Takeda relocates hundreds of R&D, vaccine jobs and cuts 480 in sales: report

Hundreds of Takeda employees in R&D and vaccines have been asked to relocate from suburban Chicago to the Boston area as part of a two-year effort to position its U.S. jobs in the vibrant scientific hub, according to a new report.

As reported by Modern Healthcare, 600 employees in R&D and 150 in vaccines who were based in Deerfield, Illinois, were required to move to Cambridge, Massachusetts. Contacted about the moves, a Takeda spokesperson didn't confirm details but also didn't refute the report. 

Takeda has separately cut 480 primary care sales employees around the U.S., spokesman Jim Schwartz told FiercePharma. The sales cuts were part of a push at the drugmaker to focus more resources on oncology, Modern Healthcare reports.

RELATED: Takeda uprooting its U.S. vaccines operations, joining the R&D migration to Boston

Takeda announced plans to create a vaccine hub back in 2015, when it said it would close smaller sites in Montana, Wisconsin and Colorado to centralize the unit in the Boston area. The drugmaker said that process would take about two years to finish, “with the completion of U.S. consolidation by mid-2017,” according to a release

All told, Takeda now has more than 5,000 employees in the U.S. Schwartz said the company's global vaccines and oncology business units are based in Cambridge, while the drugmaker also has research sites in Cambridge and San Diego, as well as a manufacturing site in Minnesota.

The U.S. business headquarters will remain in Illinois, he added.

"We are committed to our Deerfield location as it is home to our commercial organization," Schwartz said via email. "In addition to our sales and marketing teams, medical affairs and clinical operations teams also work out of the Deerfield site. Some employees in global functions such as IT, supply chain, and legal also work at the Deerfield site."

The moves come alongside Takeda’s decision earlier this year to buy Ariad, a Boston company, for $5.2 billion. In doing so, it picked up leukemia drug Iclusig and the newly approved ALK-inhibiting lung cancer drug Alunbrig. After that deal, Takeda laid off 180 employees with overlapping job responsibilities to seize cost savings.

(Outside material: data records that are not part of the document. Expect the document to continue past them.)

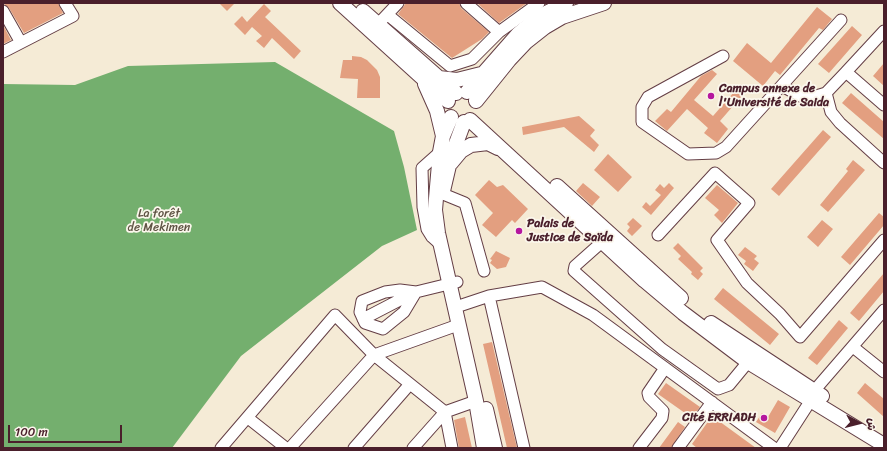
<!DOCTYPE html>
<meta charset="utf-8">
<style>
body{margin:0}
#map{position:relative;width:887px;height:451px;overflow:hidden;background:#f5ebd6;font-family:Sriracha,"Playpen Sans Arabic",sans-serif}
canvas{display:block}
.frame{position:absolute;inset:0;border:4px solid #4a1f2b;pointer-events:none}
.north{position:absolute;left:839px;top:403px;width:40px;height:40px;-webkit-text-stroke:3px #fbf7ec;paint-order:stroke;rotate:97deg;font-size:11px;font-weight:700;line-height:16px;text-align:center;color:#4a1f2b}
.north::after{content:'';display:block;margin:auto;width:14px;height:18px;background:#4a1f2b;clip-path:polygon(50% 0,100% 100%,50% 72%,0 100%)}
.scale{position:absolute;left:8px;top:425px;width:114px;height:18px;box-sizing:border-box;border:2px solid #4a1f2b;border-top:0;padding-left:5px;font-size:12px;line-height:14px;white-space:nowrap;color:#4a1f2b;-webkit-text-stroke:3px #fbf7ec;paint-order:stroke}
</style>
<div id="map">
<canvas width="887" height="451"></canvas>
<div class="frame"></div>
<div class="north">ش</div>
<div class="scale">100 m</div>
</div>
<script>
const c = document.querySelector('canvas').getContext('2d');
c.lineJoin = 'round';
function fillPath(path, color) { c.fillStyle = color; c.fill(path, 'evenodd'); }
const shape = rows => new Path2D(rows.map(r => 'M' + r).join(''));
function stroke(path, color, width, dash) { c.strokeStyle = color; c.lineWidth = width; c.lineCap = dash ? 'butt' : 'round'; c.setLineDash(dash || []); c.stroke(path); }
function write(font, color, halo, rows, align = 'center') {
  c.font = font + ' Sriracha,sans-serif'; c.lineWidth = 3.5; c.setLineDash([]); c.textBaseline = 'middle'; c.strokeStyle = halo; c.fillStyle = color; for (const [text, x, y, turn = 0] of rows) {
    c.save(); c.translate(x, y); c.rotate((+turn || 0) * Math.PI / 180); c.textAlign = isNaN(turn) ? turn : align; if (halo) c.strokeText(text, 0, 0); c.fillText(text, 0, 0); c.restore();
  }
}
const forest = shape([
 [275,62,394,131,404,167,417,230,382,246,241,356,172,448,3,448,3,84,75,85,128,66]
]);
const building = shape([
 [3,3,58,3,63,13,24,33,9,8],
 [219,3,235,3,227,11],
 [406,3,459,3,461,8,489,32,482,39,452,58,398,14],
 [477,3,527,3,499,23],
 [264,4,271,11,265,17,301,51,294,59,272,38,264,48,256,41,262,36,252,27,245,35,234,24,242,16,247,22],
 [817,7,832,19,823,30,819,28,780,75,775,71,763,86,733,61,747,43,771,63],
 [3,25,11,40,3,44],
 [852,26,862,35,829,73,818,64],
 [352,56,361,57,367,60,377,70,380,77,380,98,357,98,358,79,340,78,343,60,352,60],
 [884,63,884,86,873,76],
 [712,70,717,74,694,100,713,116,741,84,747,90,720,121,728,129,717,143,704,133,708,128,687,109,667,131,655,121,667,109,671,112,701,76],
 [851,93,884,122,884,139,842,103],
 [579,116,595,130,590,136,599,145,594,152,564,127,523,135,522,127],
 [823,130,831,137,779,196,771,189],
 [608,154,632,177,618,192,594,170],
 [853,160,865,170,828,212,820,205,848,171,846,169],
 [489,180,497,187,503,185,528,209,515,223,512,220,496,237,482,225,493,213,475,195],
 [583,183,600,197,592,206,576,191],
 [669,183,674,188,651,215,642,207,646,202,650,206,661,195,655,190,660,184,664,188],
 [717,185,738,203,722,223,714,215,719,210,705,198],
 [879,213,884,217,884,225,850,265,841,257],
 [633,218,642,226,632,236,627,231,630,227,627,224],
 [822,220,833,229,818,247,807,237],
 [678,243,703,268,700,271,703,274,698,280,691,274,692,272,678,259,681,256,673,248],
 [745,247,757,256,754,259,759,263,753,271,744,264,746,261,738,255],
 [496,251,510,258,506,267,497,269,490,263,492,260,490,259],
 [884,273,884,291,859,321,850,313],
 [723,288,779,334,770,345,714,299],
 [839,320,848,328,817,365,808,358],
 [492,342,517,448,507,448,483,344],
 [666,383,700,407,692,418,658,394],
 [865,383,884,399,884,417,857,393],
 [778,400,790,407,775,433,756,422,762,413,768,417],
 [712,416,756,448,697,448,692,444],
 [465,417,472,448,459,448,454,420],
 [678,422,685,427,671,448,659,448]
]);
const minor = shape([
 [466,3,499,32],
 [3,11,20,41],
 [388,15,450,66,472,59,499,32,539,3],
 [382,20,398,3],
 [884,31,846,72,884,105],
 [3,52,73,16,65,3],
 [723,56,648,97,642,107,642,122,688,154,716,153,726,147,841,20],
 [782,86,806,99,826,93,846,72],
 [826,93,831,112,840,123,884,163],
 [440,152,422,168,423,207,427,229,432,237,441,245],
 [443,194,465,203,484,271],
 [658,235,715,173,749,203,717,240,747,283,780,314,800,337,884,240],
 [602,242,575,266,574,271,662,349,718,389,729,385,748,362],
 [416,292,404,312,383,329,365,323,360,312,362,301,385,292,400,290,416,292,457,282],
 [489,296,524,448],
 [462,305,489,296,542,287,593,315,774,448],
 [363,319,415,292],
 [853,347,884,372],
 [248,418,286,448],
 [221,448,335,315,374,355,445,412,452,448],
 [290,448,374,355,458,325],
 [354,448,410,384],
 [413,448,445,412,476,401],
 [639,448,662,418,663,411,649,397,648,393,665,368],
 [678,448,712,402],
 [780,448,811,400,814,391,884,310]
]);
const major = shape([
 [340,3,448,101],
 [363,11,456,93],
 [439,78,457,80,481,74],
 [425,84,437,111,443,136],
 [467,92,518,34,538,17,566,3],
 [476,101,509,60,526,42,545,27,562,17,604,3],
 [451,117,443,136,440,152,435,210,438,233,476,401,484,448],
 [470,120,645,281,683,313,748,362,884,445],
 [451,163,461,151,471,145,488,143,498,148],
 [557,186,681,298],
 [443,191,451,157,464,122],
 [711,323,822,396],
 [486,409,495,448]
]);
const markers = [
 [711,96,4,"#b5179e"],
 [519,231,4,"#b5179e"],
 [764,418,4,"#b5179e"]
];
const poiNames = [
 ["Campus annexe de",719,89],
 ["l'Université de Saida",719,103],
 ["Palais de",527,224],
 ["Justice de Saïda",527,238],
 ["Cité ERRIADH",756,418,"right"]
];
const parkNames = [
 ["La forêt",159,214],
 ["de Mekimen",159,228]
];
fillPath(forest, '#74af6e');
fillPath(building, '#e39f80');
stroke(minor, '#643e45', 13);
stroke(major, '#643e45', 16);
stroke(minor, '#fff', 11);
stroke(major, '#fff', 14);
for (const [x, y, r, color] of markers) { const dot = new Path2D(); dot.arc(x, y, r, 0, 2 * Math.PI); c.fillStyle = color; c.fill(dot); stroke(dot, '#fbf7ec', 1.5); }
write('bold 12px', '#4a1f2b', '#fbf7ec', poiNames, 'left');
write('12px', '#5f5344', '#fbf7ec', parkNames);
</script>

RELATED: Takeda cuts 180 Ariad workers as it grabs synergies from $5.2B buyout

Among big drug companies, Takeda is far from alone expanding its Boston presence, where world-class hospitals and research organizations are nearby. Amgen, Biogen, Novartis, Pfizer and Sanofi are just a few of the major companies in the area.

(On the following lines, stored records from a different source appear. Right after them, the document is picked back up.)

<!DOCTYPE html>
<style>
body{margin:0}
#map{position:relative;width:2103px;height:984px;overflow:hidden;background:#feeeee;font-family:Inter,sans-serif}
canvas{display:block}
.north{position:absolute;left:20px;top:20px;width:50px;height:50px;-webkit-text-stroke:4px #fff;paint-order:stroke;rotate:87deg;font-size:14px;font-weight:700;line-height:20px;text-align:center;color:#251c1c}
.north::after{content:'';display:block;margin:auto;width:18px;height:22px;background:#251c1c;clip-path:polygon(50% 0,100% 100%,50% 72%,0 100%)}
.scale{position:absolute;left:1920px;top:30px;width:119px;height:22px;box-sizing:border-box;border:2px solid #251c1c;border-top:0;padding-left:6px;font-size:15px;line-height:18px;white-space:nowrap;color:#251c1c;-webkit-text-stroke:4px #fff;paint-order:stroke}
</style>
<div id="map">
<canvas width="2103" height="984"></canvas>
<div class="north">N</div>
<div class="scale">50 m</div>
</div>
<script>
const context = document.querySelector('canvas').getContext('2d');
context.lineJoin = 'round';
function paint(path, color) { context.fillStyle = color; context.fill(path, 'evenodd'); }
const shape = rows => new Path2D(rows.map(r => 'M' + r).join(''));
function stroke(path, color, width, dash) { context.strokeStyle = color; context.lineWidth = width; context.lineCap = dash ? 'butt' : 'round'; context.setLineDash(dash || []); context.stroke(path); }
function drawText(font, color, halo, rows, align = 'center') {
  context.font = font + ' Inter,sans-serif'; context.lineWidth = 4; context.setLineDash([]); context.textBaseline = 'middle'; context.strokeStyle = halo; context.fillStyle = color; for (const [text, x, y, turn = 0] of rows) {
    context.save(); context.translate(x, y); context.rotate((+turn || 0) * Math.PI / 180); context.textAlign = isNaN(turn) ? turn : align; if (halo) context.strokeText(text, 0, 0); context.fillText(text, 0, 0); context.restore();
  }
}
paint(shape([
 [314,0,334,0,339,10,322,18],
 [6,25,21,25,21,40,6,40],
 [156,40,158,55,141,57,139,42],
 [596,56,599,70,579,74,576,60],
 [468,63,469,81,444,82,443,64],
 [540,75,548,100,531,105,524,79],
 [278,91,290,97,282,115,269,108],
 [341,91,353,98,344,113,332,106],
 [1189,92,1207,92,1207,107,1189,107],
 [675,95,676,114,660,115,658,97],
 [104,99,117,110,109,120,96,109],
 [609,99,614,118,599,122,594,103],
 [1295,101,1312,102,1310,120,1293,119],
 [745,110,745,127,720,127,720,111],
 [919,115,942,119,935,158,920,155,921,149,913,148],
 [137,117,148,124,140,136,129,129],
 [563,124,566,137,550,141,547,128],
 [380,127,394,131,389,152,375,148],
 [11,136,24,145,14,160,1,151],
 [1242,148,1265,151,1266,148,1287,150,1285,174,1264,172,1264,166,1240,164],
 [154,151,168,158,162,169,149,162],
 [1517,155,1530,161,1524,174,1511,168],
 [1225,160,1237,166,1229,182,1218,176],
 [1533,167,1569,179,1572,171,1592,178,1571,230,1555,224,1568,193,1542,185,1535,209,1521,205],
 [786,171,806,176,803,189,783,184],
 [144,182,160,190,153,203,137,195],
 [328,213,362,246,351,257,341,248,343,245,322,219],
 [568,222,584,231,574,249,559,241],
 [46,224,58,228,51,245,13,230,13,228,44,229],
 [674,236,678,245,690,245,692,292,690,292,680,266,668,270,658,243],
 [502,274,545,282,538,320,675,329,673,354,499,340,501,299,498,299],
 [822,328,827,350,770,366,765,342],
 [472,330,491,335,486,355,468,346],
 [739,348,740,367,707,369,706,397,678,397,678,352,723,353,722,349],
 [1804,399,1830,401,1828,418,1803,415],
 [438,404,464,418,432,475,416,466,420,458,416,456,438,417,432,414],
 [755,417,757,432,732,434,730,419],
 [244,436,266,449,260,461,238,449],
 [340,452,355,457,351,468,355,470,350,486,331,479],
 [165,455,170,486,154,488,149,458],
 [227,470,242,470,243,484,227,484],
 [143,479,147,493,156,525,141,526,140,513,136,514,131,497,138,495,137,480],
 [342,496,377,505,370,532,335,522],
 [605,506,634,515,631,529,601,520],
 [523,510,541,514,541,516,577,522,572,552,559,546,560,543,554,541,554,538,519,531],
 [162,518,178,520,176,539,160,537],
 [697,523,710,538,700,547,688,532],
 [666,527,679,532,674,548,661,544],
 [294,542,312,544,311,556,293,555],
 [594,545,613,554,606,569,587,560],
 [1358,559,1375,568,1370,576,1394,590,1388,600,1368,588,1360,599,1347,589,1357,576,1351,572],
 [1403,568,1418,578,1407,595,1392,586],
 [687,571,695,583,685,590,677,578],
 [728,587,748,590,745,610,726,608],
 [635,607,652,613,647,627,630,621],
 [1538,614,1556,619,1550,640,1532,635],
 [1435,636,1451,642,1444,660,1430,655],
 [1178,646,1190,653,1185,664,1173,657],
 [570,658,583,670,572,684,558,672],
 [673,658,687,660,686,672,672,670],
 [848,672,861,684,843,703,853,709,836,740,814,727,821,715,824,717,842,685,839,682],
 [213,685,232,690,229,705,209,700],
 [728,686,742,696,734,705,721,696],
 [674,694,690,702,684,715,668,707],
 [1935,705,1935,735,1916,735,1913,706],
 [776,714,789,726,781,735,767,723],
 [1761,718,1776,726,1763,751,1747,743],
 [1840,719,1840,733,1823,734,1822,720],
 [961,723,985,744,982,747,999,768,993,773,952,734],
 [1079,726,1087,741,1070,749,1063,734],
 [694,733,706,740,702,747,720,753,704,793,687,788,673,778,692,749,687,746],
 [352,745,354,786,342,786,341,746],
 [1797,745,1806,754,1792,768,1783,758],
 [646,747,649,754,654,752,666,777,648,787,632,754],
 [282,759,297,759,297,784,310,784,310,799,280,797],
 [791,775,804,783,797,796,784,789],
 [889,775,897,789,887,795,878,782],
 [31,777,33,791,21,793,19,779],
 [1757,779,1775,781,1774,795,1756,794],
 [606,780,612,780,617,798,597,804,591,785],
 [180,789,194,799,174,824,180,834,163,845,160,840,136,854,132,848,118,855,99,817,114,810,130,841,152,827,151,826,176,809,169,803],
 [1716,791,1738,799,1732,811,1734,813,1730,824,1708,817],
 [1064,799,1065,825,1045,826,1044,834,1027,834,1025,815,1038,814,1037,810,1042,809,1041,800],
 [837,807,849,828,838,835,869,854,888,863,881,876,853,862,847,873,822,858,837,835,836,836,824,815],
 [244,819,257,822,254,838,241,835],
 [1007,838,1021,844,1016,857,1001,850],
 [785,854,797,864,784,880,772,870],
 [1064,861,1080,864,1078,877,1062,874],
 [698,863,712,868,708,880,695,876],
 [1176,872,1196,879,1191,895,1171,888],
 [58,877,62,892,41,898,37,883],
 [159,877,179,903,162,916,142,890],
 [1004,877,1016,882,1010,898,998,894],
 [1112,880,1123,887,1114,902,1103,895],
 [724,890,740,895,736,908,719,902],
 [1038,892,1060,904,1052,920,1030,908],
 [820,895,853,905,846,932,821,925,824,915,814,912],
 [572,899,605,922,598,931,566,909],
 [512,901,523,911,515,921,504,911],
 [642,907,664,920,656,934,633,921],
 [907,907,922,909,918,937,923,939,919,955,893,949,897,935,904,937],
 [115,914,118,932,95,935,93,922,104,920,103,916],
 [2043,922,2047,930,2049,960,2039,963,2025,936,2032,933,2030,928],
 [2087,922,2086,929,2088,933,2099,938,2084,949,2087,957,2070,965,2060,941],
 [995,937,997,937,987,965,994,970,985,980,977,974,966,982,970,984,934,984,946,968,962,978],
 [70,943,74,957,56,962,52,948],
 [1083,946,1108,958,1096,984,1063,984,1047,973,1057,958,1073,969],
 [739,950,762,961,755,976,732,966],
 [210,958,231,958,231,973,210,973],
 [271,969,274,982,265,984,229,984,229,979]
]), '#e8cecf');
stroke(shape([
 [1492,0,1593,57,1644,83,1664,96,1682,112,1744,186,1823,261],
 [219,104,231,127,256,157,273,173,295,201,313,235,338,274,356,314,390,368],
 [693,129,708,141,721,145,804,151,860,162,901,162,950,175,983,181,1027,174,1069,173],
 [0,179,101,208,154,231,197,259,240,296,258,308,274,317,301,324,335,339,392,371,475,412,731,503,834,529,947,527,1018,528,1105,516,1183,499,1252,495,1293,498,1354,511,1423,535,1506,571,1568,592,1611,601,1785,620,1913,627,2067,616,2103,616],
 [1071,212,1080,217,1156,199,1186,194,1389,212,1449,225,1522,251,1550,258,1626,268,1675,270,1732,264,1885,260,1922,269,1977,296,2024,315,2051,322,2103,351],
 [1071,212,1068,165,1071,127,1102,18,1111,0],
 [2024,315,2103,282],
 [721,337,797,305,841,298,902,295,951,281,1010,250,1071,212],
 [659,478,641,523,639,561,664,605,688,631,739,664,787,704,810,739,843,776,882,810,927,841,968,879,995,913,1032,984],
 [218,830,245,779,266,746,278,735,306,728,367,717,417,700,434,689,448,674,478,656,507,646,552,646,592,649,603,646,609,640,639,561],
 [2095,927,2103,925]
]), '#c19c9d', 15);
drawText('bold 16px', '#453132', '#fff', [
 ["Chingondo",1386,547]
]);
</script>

While Takeda is concentrating its efforts in cancer, the company has also been stepping up in vaccines, showcased by its its dengue candidate's recent move into phase 3. In an interview with FiercePharma at the time, global dengue program medical director Derek Wallace said the trial demonstrates a vaccines unit with a “global footprint.”

To that point, Boston is a global hub for the vaccine business unit, along with Zurich, Switzerland and Osaka, Japan. The company has regional vaccine hubs in Singapore and Brazil, plus manufacturing sites in Japan, North Carolina and Germany. Takeda recently secured up to $312 million from the U.S. government to work on a Zika vaccine candidate, and separately executed vaccine licensing arrangements with India’s Biological E to enter that market.

Aside from the personnel news at Takeda, the drugmaker scored a major win on Monday with a U.S. appeals court’s decision to reinstate a key patent on Velcade, providing the blockbuster multiple myeloma med with exclusive protections until 2022.